> **Entries provided**
-- Opening Marker --

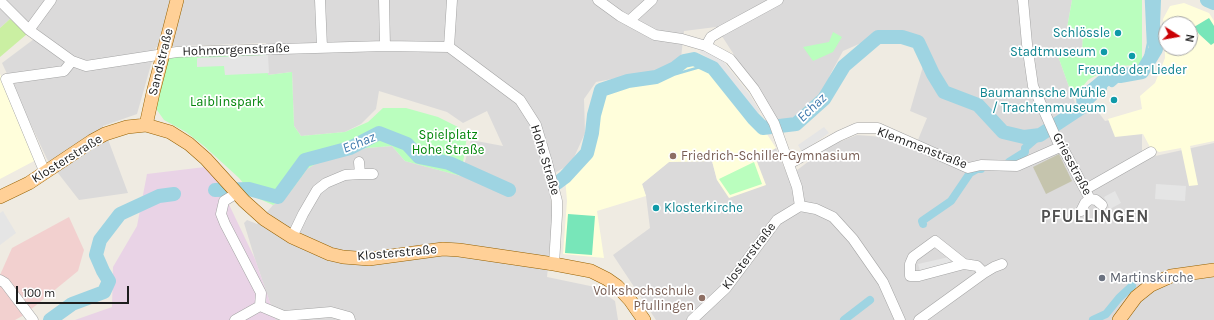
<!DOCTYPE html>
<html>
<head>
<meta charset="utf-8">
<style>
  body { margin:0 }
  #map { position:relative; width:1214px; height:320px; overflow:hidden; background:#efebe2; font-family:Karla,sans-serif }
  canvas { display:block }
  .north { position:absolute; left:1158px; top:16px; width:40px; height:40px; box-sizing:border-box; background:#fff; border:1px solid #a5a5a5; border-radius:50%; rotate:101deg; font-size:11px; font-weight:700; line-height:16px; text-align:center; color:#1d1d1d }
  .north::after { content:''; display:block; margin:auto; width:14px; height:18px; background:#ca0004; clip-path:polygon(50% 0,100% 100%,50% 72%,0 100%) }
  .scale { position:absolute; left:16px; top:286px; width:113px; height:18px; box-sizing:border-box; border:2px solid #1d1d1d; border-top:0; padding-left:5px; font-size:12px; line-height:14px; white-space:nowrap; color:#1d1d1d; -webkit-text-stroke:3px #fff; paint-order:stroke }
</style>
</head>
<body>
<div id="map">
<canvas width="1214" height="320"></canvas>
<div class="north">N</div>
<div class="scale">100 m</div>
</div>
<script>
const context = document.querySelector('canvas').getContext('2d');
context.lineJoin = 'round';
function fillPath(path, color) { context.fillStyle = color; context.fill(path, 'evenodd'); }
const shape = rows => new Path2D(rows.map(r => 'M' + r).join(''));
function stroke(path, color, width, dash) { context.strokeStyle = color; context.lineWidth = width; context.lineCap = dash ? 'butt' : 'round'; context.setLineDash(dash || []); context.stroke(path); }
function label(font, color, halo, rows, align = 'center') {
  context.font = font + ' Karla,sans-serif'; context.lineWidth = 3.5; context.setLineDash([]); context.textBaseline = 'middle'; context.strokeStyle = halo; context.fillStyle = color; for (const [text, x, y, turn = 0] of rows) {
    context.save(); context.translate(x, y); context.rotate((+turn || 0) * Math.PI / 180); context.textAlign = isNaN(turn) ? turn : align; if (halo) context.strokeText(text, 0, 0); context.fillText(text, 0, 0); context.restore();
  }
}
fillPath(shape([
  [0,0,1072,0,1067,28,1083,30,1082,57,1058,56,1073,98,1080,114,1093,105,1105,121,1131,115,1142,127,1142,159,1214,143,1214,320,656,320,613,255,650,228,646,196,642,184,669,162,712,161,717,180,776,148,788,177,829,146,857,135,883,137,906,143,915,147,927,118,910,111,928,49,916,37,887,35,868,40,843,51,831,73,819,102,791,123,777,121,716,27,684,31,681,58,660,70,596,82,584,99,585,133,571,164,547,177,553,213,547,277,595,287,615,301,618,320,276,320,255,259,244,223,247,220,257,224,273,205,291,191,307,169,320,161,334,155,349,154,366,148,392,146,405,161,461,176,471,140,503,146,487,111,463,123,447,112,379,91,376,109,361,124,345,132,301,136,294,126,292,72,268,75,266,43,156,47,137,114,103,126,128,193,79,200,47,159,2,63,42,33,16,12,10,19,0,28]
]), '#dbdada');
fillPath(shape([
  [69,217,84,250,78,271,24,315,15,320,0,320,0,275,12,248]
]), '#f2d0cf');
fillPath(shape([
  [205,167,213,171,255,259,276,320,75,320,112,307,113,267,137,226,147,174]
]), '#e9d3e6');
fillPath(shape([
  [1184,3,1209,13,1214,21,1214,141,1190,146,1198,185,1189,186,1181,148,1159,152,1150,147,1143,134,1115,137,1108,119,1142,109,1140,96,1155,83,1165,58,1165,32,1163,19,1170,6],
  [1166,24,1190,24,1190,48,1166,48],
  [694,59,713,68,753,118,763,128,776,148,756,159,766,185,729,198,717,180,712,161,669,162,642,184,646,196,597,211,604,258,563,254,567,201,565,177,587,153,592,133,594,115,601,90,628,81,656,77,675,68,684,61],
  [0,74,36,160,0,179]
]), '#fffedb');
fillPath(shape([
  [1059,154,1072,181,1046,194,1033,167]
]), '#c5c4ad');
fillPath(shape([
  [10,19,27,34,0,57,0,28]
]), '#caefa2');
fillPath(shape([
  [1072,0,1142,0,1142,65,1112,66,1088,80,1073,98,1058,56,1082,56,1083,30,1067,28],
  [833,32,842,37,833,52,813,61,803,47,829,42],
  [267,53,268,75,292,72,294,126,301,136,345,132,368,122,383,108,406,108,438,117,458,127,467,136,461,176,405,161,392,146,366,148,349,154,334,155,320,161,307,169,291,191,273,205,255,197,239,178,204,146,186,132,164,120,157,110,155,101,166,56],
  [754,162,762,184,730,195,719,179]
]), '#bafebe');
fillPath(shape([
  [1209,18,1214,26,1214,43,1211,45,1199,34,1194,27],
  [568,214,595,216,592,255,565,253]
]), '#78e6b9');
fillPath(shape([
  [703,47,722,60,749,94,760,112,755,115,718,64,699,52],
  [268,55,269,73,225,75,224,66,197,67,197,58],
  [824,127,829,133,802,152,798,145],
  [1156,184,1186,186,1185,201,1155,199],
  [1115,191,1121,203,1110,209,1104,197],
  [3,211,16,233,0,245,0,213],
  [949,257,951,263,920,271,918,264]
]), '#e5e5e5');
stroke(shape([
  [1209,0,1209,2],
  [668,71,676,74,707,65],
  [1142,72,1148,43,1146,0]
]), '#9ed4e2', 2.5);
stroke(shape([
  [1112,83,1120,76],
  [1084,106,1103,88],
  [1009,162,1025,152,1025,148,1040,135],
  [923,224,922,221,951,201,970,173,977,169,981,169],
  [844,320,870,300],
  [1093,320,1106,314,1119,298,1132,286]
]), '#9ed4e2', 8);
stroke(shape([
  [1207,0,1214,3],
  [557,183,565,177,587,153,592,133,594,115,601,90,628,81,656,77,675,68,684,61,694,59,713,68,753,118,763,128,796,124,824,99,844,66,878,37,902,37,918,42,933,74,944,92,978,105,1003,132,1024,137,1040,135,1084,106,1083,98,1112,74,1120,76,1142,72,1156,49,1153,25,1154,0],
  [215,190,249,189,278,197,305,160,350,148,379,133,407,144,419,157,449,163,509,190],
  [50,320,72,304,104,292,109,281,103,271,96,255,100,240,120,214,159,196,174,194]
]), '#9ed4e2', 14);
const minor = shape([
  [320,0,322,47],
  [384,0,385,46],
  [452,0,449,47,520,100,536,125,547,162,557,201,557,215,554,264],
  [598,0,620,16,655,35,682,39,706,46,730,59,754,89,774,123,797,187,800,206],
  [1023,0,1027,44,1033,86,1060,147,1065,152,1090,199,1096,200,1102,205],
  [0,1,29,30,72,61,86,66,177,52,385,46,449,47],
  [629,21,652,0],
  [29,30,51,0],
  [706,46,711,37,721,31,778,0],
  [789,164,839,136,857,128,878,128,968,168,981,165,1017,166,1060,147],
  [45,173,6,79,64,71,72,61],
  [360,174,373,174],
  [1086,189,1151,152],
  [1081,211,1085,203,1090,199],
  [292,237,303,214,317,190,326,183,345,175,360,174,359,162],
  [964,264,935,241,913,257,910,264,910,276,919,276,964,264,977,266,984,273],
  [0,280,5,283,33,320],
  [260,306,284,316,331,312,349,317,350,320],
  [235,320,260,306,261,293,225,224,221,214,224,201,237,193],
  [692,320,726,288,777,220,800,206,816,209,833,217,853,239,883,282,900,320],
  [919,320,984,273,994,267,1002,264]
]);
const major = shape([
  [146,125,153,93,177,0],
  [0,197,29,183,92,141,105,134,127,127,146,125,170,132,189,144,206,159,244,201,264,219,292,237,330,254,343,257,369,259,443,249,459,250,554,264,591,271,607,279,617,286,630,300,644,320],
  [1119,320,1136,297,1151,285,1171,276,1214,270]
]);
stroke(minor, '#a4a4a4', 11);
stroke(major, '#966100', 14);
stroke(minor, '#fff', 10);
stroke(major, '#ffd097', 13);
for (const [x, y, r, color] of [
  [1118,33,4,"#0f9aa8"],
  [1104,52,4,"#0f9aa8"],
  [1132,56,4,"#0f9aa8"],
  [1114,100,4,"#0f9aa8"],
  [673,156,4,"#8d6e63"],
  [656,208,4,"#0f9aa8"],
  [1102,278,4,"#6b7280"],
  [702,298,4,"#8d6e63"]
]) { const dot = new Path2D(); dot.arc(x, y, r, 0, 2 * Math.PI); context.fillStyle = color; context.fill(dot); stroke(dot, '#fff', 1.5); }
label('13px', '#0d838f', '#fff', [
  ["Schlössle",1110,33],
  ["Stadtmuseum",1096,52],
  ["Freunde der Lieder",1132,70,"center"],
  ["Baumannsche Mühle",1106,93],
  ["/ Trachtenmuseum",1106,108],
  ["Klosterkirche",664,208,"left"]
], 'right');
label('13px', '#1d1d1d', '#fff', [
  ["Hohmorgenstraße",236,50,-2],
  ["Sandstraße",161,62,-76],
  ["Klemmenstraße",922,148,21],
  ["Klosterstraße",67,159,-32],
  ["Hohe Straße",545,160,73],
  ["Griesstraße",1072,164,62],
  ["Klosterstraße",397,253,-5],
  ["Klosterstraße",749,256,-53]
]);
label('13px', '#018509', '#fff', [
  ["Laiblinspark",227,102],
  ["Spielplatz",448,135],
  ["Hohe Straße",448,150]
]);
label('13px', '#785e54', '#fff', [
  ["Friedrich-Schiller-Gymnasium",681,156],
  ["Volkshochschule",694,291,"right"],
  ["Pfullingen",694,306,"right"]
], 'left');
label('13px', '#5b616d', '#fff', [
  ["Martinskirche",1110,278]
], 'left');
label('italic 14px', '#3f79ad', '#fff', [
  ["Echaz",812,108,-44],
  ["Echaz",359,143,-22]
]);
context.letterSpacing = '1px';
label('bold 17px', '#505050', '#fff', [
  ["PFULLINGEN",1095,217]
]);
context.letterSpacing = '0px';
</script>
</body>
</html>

-- Closing Marker --

> **Task statement**
Every line in the data above that contains "align" needs to be copied.

> **Answer for this exercise**
  .north { position:absolute; left:1158px; top:16px; width:40px; height:40px; box-sizing:border-box; background:#fff; border:1px solid #a5a5a5; border-radius:50%; rotate:101deg; font-size:11px; font-weight:700; line-height:16px; text-align:center; color:#1d1d1d }
function label(font, color, halo, rows, align = 'center') {
    context.save(); context.translate(x, y); context.rotate((+turn || 0) * Math.PI / 180); context.textAlign = isNaN(turn) ? turn : align; if (halo) context.strokeText(text, 0, 0); context.fillText(text, 0, 0); context.restore();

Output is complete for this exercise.